*Work order*:
Line by line, restate the material word for word, omitting any image.

★ ★ ★ ★ ★

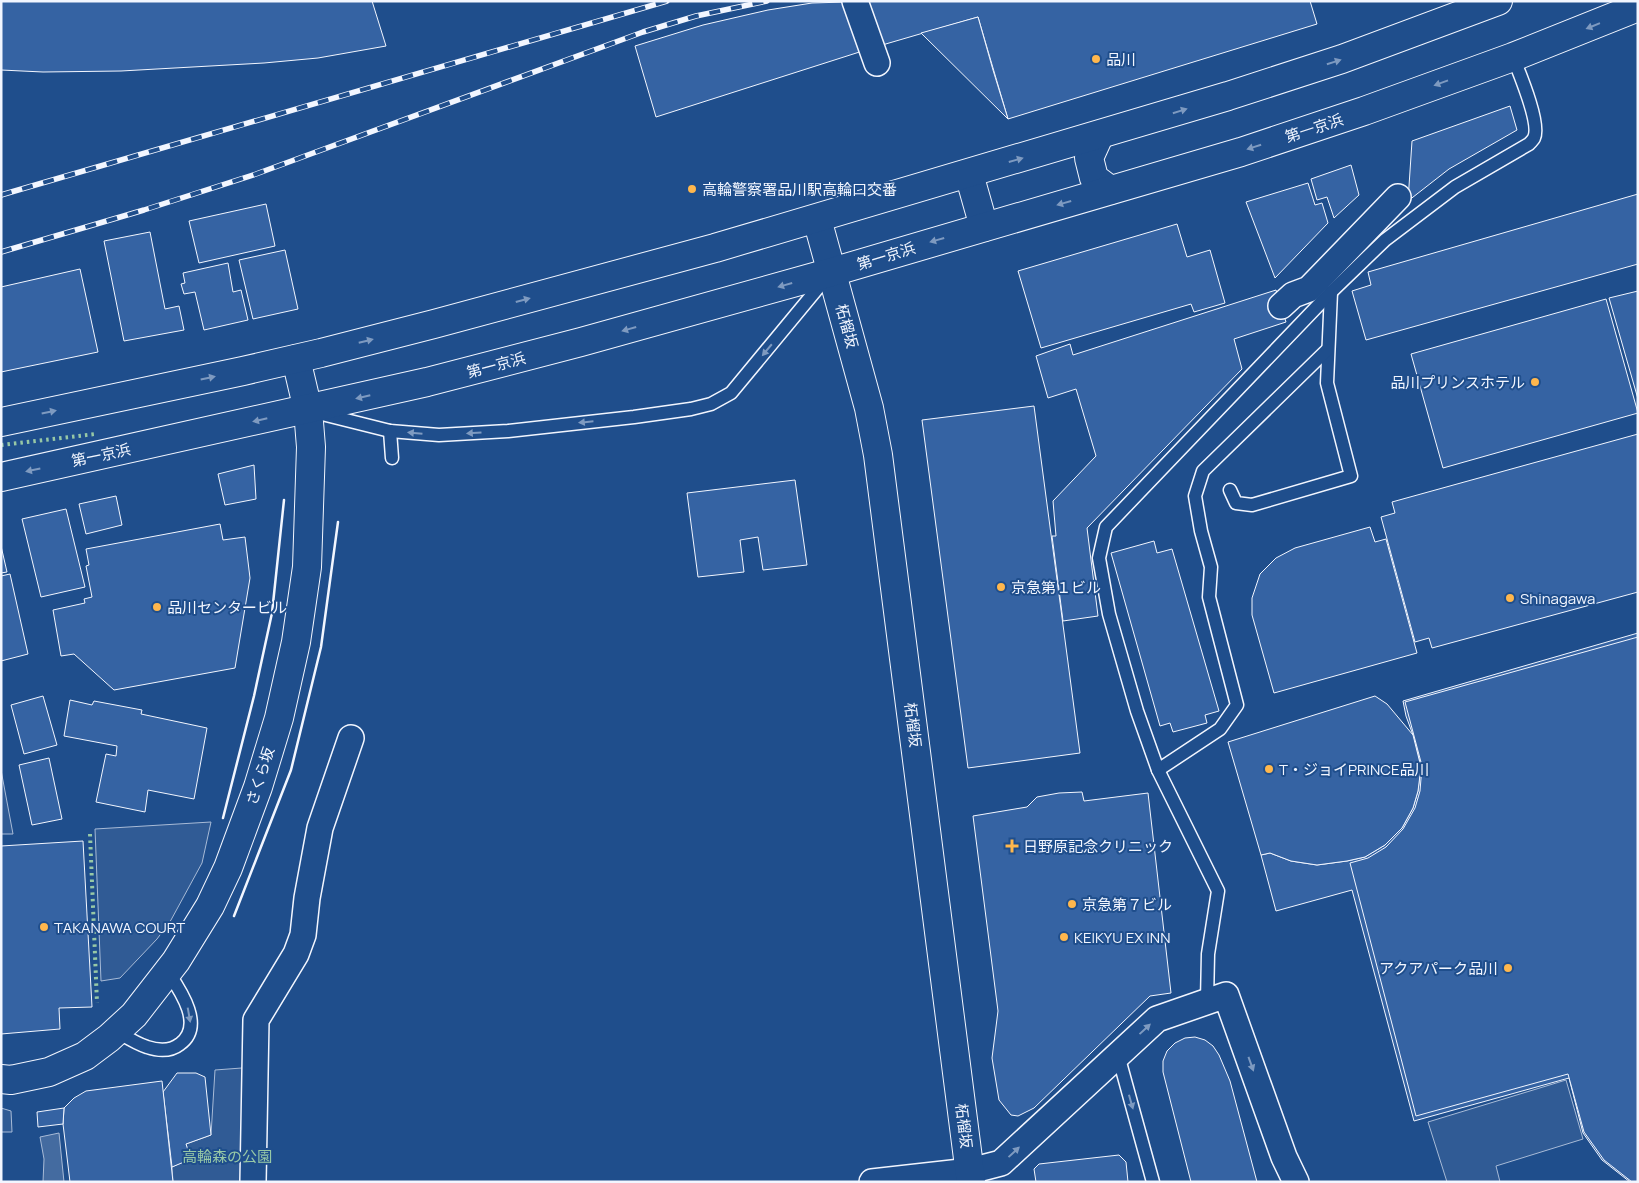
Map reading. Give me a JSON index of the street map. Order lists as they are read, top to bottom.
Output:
{
  "streets": {
    "main road": ["第一京浜", "柘榴坂", "さくら坂"]
  },
  "crossings": [
    ["第一京浜", "柘榴坂"],
    ["第一京浜", "さくら坂"]
  ],
  "parks": ["高輪森の公園"],
  "places": {
    "other": [
      "品川",
      "高輪警察署品川駅高輪口交番",
      "品川プリンスホテル",
      "京急第１ビル",
      "Shinagawa",
      "品川センタービル",
      "T・ジョイPRINCE品川",
      "京急第７ビル",
      "TAKANAWA COURT",
      "KEIKYU EX INN",
      "アクアパーク品川"
    ],
    "health": ["日野原記念クリニック"]
  }
}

★ ★ ★ ★ ★

*Output below*:
Map reading. Give me a JSON index of the street map. Order lists as they are read, top to bottom.
Output:
{
  "streets": {
    "main road": ["第一京浜", "柘榴坂", "さくら坂"]
  },
  "crossings": [
    ["第一京浜", "柘榴坂"],
    ["第一京浜", "さくら坂"]
  ],
  "parks": ["高輪森の公園"],
  "places": {
    "other": [
      "品川",
      "高輪警察署品川駅高輪口交番",
      "品川プリンスホテル",
      "京急第１ビル",
      "Shinagawa",
      "品川センタービル",
      "T・ジョイPRINCE品川",
      "京急第７ビル",
      "TAKANAWA COURT",
      "KEIKYU EX INN",
      "アクアパーク品川"
    ],
    "health": ["日野原記念クリニック"]
  }
}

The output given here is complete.